"Do you know, Dick, it may seem strange to you, but I do not mind saying that I attribute all this trouble to Nikola."

"Good gracious," I cried, in well-simulated amazement, "why on earth to Nikola?"

"Because, as was the case five years ago, it has been all trouble since we met him. You remember how he affected Gertrude at the outset. She was far from being herself on the night of our tour through the city, and now in her delirium she talks continually of his dreadful house, and from what she says, and the way she behaves, I cannot help feeling inclined to believe that she imagines herself to be seeing some of the dreadful events which have occurred or are occurring in it."

"God help her," I said to myself.
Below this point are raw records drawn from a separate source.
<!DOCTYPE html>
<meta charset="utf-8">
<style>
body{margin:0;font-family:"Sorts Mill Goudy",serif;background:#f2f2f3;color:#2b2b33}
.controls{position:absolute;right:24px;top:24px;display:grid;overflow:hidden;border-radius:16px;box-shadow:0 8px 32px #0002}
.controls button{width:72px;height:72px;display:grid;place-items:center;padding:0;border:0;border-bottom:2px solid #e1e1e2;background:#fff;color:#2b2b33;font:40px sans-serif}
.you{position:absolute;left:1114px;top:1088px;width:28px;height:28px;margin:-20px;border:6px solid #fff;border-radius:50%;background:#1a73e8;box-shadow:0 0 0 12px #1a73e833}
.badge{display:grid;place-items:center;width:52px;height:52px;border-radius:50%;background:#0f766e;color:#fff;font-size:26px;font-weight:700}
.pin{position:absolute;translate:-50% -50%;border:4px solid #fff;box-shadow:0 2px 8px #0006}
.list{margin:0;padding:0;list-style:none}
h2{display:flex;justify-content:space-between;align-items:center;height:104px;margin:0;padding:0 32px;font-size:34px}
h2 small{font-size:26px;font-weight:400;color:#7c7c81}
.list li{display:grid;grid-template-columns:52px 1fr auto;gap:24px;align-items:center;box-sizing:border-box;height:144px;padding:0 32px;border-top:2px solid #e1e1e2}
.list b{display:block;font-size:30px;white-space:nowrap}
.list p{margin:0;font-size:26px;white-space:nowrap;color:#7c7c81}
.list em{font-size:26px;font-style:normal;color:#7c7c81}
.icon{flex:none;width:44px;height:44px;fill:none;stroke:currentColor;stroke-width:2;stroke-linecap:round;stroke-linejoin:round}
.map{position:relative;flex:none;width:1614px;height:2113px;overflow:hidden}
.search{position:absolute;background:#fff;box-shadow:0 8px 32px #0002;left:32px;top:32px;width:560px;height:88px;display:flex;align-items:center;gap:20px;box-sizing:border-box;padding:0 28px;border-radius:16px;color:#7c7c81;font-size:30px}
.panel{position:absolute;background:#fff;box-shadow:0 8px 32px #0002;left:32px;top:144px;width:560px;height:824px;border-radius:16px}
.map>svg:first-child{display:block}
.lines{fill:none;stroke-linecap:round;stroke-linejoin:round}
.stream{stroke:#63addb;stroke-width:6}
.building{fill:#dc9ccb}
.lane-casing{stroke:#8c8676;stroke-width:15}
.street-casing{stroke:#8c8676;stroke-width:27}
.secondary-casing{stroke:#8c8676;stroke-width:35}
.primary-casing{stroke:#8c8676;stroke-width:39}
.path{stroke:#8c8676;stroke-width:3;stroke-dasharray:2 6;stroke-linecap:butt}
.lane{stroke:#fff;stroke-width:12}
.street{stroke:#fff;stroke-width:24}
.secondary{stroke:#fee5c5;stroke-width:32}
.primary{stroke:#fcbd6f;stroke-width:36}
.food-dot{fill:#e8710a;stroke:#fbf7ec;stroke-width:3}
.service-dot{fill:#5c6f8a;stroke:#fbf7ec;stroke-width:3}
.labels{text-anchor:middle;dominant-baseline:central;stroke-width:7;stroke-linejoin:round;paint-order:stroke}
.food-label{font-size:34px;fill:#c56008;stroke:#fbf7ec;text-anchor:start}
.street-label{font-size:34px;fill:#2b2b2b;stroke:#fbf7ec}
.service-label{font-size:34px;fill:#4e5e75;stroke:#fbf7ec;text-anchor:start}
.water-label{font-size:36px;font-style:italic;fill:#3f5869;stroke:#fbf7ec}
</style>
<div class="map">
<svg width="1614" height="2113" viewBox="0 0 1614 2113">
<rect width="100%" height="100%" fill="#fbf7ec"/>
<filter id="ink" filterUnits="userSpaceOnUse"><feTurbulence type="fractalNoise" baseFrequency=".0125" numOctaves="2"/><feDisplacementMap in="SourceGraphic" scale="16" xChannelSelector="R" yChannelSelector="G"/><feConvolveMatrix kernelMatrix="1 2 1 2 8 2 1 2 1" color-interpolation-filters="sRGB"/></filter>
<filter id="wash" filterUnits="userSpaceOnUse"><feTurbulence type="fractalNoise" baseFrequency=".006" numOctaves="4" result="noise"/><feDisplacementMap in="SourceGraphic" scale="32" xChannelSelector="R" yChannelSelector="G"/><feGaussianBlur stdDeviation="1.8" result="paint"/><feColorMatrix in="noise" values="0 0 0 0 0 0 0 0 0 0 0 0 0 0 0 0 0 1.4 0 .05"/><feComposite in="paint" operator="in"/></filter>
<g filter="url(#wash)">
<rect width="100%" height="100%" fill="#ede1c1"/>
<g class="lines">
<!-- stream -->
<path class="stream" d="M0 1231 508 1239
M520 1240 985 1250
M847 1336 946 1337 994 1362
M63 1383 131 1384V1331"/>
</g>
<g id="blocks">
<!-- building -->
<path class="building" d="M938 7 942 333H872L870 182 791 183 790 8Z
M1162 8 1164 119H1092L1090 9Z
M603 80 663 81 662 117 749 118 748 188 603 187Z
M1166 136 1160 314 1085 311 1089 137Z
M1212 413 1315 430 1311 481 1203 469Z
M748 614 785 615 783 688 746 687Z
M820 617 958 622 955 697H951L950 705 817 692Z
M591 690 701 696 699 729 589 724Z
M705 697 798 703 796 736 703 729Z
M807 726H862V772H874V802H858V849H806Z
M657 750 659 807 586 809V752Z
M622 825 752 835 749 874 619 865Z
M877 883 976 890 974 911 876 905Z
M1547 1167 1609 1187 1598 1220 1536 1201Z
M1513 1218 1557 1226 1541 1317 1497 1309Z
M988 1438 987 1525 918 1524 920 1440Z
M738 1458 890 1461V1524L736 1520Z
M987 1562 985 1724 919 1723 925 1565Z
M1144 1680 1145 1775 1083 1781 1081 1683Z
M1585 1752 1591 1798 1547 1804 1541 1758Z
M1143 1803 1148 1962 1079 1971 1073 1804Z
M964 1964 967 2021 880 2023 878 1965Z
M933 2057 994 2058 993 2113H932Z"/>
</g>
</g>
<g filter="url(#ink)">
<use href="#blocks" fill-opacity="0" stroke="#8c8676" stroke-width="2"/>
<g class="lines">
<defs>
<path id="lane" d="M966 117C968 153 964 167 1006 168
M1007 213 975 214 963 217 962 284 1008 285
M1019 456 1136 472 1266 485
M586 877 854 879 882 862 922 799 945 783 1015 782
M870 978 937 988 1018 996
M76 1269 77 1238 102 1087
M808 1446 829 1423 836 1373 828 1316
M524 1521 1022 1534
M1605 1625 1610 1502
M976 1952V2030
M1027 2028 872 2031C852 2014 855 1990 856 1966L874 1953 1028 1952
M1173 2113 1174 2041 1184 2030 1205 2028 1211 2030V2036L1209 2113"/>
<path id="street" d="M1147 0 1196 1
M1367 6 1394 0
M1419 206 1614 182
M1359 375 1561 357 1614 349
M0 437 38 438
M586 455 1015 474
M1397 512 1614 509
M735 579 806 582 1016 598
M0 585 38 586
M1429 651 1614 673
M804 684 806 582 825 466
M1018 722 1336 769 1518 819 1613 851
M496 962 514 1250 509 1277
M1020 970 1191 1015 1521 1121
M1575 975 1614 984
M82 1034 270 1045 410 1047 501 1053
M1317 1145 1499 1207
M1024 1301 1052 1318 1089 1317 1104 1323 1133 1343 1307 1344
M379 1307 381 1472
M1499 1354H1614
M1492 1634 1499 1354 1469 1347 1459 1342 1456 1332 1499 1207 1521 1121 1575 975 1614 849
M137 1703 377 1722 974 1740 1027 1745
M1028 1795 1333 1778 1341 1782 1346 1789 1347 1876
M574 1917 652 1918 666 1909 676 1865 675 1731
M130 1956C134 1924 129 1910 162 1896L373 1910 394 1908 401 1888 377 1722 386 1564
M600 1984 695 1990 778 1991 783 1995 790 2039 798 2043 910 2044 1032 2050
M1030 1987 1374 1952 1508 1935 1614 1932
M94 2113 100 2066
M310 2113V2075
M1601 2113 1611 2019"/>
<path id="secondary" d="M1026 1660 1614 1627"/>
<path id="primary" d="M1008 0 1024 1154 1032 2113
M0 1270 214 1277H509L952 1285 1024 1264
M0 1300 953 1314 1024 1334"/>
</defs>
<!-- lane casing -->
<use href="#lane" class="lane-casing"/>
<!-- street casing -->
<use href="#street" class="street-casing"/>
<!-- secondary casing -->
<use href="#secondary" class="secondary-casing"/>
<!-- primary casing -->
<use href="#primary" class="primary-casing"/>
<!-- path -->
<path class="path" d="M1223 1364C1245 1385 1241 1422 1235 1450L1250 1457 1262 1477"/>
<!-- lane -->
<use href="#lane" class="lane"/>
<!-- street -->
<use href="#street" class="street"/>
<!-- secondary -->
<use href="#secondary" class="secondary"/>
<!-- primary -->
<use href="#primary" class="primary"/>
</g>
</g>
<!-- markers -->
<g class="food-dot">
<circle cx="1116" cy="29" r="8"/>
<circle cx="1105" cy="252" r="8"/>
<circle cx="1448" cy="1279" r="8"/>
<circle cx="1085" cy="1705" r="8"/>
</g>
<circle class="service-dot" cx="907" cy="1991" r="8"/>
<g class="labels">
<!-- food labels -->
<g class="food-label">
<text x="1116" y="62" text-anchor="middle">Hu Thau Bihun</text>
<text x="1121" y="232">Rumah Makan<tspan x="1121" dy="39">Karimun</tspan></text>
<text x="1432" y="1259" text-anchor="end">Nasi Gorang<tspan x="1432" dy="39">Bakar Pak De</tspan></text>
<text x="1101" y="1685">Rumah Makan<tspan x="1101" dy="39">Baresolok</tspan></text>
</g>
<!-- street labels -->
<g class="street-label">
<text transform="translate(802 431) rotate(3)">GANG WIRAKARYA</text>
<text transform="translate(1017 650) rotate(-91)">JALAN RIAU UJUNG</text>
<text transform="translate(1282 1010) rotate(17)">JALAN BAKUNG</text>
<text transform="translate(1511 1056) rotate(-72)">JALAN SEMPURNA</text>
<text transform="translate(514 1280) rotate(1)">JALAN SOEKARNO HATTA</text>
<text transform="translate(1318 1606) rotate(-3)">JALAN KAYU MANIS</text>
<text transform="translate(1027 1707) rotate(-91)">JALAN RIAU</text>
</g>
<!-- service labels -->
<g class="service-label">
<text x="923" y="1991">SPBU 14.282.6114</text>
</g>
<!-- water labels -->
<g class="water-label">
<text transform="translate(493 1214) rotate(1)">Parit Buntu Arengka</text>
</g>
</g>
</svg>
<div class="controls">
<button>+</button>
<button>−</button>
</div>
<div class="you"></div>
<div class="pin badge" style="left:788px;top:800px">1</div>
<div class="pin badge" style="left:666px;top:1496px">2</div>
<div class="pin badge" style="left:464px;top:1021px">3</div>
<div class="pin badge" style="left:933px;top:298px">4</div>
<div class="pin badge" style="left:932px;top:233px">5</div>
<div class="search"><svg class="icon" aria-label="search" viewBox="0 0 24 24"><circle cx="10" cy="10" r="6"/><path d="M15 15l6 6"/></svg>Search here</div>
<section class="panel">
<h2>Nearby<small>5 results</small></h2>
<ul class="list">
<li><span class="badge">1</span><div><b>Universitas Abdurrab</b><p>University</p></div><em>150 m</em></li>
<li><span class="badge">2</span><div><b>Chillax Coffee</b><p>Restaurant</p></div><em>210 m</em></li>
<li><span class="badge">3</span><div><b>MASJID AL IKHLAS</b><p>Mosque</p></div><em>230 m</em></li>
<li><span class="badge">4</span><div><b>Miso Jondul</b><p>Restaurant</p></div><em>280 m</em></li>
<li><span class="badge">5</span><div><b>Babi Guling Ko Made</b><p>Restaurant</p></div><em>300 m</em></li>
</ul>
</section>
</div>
And then I continued aloud to my wife, "Doubtless Nikola's extraordinary personality has affected her in some measure, as it does other people, but you are surely not going to jump to the conclusion that because she has spoken to him he is necessarily responsible for her illness? That would be the wildest flight of fancy."
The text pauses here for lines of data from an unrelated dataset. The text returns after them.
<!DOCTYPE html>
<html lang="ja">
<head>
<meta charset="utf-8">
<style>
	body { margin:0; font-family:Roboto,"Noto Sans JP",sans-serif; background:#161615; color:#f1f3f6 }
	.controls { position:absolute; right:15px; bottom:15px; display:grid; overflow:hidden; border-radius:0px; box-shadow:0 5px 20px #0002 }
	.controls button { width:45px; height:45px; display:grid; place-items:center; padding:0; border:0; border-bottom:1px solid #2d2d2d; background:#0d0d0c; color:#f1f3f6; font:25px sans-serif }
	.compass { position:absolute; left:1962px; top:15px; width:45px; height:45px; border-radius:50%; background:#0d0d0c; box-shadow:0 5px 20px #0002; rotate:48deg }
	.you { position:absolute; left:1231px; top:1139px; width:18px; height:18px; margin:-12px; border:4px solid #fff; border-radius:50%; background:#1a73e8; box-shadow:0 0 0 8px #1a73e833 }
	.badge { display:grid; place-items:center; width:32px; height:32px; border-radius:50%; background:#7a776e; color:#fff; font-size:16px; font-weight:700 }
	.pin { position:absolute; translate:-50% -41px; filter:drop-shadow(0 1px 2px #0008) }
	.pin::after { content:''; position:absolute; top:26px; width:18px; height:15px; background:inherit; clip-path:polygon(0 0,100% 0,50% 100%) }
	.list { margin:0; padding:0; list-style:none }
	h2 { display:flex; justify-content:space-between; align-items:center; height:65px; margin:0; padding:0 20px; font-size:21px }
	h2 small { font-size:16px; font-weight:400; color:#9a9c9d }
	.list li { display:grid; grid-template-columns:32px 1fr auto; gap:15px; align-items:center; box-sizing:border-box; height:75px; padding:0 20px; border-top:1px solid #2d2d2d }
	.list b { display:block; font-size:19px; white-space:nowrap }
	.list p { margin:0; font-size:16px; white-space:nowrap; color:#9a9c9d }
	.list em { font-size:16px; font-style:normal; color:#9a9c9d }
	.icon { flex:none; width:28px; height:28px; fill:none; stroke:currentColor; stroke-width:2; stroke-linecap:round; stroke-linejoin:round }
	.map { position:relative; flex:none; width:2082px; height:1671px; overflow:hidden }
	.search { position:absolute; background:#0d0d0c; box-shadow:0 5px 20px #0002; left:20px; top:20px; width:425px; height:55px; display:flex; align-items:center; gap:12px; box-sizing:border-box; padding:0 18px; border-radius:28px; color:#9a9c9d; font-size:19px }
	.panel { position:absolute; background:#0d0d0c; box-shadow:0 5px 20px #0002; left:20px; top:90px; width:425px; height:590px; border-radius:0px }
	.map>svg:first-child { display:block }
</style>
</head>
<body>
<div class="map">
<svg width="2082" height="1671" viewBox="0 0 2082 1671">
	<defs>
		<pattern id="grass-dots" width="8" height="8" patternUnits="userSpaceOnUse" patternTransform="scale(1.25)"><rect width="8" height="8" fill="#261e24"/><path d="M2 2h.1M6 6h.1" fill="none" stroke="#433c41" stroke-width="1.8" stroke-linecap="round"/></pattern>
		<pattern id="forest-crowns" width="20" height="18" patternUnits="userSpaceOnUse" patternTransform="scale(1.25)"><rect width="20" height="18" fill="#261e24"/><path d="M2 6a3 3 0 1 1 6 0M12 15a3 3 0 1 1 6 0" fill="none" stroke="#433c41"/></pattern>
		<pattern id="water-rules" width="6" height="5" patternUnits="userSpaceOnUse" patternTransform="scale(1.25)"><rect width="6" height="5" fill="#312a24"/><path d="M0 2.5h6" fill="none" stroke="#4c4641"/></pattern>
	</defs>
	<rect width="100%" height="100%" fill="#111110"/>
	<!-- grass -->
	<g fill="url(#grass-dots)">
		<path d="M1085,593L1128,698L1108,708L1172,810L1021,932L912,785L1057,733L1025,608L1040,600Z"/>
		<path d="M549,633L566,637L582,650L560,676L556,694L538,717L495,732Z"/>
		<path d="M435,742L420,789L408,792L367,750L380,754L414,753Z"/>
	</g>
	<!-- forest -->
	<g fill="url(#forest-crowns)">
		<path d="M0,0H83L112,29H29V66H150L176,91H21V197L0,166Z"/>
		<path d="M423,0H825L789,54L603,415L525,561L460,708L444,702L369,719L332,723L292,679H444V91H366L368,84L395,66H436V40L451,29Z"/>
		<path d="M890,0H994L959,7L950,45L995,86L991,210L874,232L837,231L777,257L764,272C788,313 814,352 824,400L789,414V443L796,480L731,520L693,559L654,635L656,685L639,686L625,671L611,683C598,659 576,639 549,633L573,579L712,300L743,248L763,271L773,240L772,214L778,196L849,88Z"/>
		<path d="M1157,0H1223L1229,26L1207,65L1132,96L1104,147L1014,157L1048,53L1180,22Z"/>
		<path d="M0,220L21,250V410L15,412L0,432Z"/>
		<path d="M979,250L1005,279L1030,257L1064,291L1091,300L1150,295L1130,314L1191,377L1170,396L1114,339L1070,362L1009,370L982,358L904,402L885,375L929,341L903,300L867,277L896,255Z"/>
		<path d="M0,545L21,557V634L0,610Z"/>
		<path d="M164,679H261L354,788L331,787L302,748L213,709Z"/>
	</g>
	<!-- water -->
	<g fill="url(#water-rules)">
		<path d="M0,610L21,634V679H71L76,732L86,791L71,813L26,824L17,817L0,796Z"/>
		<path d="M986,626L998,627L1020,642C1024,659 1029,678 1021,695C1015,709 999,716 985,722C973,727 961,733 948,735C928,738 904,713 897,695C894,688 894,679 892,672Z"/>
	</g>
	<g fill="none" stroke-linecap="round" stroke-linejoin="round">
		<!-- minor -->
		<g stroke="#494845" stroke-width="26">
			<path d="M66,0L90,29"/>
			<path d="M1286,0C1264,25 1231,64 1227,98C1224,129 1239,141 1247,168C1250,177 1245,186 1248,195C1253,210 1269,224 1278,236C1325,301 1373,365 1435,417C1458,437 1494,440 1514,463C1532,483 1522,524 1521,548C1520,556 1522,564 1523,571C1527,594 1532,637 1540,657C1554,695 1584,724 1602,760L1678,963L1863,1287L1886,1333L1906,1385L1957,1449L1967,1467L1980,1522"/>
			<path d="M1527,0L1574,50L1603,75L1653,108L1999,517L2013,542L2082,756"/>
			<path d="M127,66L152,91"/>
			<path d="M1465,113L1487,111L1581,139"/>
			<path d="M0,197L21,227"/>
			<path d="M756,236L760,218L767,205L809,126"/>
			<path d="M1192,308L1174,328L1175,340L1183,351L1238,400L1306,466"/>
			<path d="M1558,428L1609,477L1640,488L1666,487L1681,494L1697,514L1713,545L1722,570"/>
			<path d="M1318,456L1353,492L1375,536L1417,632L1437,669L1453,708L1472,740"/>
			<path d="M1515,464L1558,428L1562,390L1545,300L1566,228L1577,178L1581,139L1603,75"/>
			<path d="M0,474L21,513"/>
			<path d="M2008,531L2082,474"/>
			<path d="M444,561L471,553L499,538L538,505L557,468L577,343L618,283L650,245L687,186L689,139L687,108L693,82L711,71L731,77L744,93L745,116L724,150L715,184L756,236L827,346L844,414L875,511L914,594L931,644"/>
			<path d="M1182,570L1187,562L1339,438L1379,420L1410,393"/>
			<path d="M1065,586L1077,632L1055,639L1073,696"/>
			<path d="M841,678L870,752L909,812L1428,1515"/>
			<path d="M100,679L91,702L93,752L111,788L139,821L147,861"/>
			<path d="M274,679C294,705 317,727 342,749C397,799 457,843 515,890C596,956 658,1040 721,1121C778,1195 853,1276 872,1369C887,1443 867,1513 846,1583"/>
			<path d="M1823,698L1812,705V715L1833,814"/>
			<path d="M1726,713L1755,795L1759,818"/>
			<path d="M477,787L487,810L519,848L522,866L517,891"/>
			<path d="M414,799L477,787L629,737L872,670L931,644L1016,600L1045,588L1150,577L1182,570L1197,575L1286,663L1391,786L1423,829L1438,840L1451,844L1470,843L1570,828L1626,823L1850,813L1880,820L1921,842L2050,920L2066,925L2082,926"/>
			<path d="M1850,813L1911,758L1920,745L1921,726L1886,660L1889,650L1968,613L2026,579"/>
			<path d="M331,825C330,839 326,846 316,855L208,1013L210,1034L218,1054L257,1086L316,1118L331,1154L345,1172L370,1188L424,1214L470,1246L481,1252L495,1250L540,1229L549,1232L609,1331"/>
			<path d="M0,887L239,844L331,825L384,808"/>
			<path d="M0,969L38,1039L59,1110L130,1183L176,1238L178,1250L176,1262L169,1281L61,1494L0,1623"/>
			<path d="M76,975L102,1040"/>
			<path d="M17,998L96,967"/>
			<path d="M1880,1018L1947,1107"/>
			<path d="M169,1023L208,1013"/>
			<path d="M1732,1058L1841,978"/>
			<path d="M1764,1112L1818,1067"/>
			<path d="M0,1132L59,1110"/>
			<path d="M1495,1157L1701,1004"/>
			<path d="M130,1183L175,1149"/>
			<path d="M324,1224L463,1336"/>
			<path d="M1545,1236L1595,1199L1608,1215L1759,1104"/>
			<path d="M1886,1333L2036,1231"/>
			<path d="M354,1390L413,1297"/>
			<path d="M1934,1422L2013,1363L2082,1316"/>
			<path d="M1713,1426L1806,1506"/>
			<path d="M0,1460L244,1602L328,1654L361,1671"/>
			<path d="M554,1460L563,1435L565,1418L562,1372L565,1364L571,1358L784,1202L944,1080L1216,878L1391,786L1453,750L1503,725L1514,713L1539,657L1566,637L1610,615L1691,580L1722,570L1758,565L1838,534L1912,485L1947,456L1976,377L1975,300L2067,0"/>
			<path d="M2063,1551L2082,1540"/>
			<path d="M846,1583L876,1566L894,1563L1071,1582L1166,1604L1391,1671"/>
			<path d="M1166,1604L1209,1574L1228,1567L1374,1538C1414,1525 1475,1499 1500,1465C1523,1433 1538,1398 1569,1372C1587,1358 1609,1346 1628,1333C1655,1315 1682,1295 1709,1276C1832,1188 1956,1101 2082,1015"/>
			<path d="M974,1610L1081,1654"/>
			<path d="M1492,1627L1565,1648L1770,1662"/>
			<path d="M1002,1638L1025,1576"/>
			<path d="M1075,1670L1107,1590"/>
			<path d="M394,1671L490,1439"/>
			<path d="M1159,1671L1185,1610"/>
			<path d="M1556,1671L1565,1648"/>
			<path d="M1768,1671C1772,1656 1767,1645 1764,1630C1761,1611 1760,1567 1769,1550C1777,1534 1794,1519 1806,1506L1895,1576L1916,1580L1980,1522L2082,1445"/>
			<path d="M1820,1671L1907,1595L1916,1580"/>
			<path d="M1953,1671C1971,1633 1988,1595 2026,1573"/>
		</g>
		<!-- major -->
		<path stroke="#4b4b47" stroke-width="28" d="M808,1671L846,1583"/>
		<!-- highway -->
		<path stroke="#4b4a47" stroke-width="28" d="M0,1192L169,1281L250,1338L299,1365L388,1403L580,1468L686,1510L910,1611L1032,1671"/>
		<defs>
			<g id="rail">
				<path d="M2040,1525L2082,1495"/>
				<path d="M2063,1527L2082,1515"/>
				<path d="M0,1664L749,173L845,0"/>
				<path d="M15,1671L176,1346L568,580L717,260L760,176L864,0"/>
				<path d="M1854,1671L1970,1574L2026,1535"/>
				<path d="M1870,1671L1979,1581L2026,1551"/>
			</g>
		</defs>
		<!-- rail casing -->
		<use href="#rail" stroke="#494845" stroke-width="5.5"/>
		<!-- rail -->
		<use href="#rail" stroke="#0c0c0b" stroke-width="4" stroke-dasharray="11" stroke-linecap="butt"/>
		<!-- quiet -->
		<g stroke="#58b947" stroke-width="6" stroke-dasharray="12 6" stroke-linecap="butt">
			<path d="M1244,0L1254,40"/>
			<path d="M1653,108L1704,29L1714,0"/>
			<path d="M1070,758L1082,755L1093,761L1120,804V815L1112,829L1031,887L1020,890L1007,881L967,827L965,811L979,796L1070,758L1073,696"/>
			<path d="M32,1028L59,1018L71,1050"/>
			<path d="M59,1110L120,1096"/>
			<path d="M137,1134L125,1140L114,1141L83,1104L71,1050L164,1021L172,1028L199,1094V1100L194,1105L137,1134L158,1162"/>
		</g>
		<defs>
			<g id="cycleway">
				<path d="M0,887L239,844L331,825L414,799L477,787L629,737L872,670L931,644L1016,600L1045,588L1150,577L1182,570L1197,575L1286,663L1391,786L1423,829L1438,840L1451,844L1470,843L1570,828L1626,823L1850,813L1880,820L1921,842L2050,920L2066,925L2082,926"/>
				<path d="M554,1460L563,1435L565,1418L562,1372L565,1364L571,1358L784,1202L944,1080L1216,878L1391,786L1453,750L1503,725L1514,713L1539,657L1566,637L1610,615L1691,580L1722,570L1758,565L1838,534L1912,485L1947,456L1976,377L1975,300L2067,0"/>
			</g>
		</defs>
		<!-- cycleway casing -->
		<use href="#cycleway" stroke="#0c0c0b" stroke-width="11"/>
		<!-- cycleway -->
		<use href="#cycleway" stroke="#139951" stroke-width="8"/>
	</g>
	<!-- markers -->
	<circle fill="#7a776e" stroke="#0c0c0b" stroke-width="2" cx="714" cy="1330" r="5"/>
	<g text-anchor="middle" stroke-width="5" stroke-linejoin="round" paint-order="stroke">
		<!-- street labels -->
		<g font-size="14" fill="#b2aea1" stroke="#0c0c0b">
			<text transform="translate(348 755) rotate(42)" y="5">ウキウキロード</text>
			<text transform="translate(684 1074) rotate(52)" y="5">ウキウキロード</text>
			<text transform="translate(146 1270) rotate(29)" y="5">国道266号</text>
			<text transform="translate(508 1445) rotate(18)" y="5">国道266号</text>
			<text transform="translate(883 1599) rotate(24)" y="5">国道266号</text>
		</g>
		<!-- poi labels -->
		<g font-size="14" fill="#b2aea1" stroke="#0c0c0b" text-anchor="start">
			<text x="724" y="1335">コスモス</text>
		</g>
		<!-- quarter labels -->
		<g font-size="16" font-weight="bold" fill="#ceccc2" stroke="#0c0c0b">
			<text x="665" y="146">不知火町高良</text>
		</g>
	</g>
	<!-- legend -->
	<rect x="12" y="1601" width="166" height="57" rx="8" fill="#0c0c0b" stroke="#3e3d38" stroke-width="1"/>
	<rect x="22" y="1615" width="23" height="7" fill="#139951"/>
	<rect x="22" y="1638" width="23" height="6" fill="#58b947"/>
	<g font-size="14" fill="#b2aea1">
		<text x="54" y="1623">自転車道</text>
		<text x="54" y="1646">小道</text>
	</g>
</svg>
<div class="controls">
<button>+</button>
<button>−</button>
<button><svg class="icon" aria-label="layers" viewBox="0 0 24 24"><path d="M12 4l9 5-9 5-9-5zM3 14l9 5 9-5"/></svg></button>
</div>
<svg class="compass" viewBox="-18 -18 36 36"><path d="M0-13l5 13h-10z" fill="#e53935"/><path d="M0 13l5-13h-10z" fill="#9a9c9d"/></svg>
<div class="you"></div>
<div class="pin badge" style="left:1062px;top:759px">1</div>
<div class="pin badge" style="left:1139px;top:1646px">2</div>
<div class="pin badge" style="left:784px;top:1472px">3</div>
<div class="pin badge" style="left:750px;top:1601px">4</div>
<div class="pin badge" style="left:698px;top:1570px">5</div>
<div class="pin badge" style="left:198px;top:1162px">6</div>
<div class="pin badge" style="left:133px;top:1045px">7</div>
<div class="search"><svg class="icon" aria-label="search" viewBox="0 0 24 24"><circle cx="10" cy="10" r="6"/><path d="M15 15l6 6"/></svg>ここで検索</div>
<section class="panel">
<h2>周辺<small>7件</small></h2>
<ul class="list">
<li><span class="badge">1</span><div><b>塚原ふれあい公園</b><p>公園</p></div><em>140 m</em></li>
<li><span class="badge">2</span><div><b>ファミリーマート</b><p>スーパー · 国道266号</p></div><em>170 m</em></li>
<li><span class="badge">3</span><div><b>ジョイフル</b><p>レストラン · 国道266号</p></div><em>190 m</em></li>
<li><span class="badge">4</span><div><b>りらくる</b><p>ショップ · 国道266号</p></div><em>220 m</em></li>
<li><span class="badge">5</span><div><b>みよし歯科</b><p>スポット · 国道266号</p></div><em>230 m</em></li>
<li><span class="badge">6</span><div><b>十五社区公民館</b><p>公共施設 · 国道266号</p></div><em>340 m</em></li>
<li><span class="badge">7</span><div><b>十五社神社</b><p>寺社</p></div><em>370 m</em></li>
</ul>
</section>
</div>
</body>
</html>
"And yet, do you know," she continued, "I have made a curious discovery."

"What is that?" I asked, not without some asperity, for, having so much on my mind, I was not in the humour for fresh discoveries.

She paused for a moment before she replied. Doubtless she expected that I would receive it with scepticism, if not with laughter; and Phyllis, ever since I have known her, has a distinct fear of ridicule.

"You may laugh at me if you please," she said, "yet the coincidence is too extraordinary to be left unnoticed. Do you happen to be aware, Dick, that Doctor Nikola called at this hotel at exactly eleven o'clock?"

I almost betrayed myself in my surprise. This was the last question I expected her to put to me.

"Yes," I answered, with an endeavour to appear calm, "I do happen to be aware of that fact. He merely paid a visit of courtesy to the Don, prior to the other's accepting his hospitality. I see nothing remarkable in that. I did the same myself, if you remember."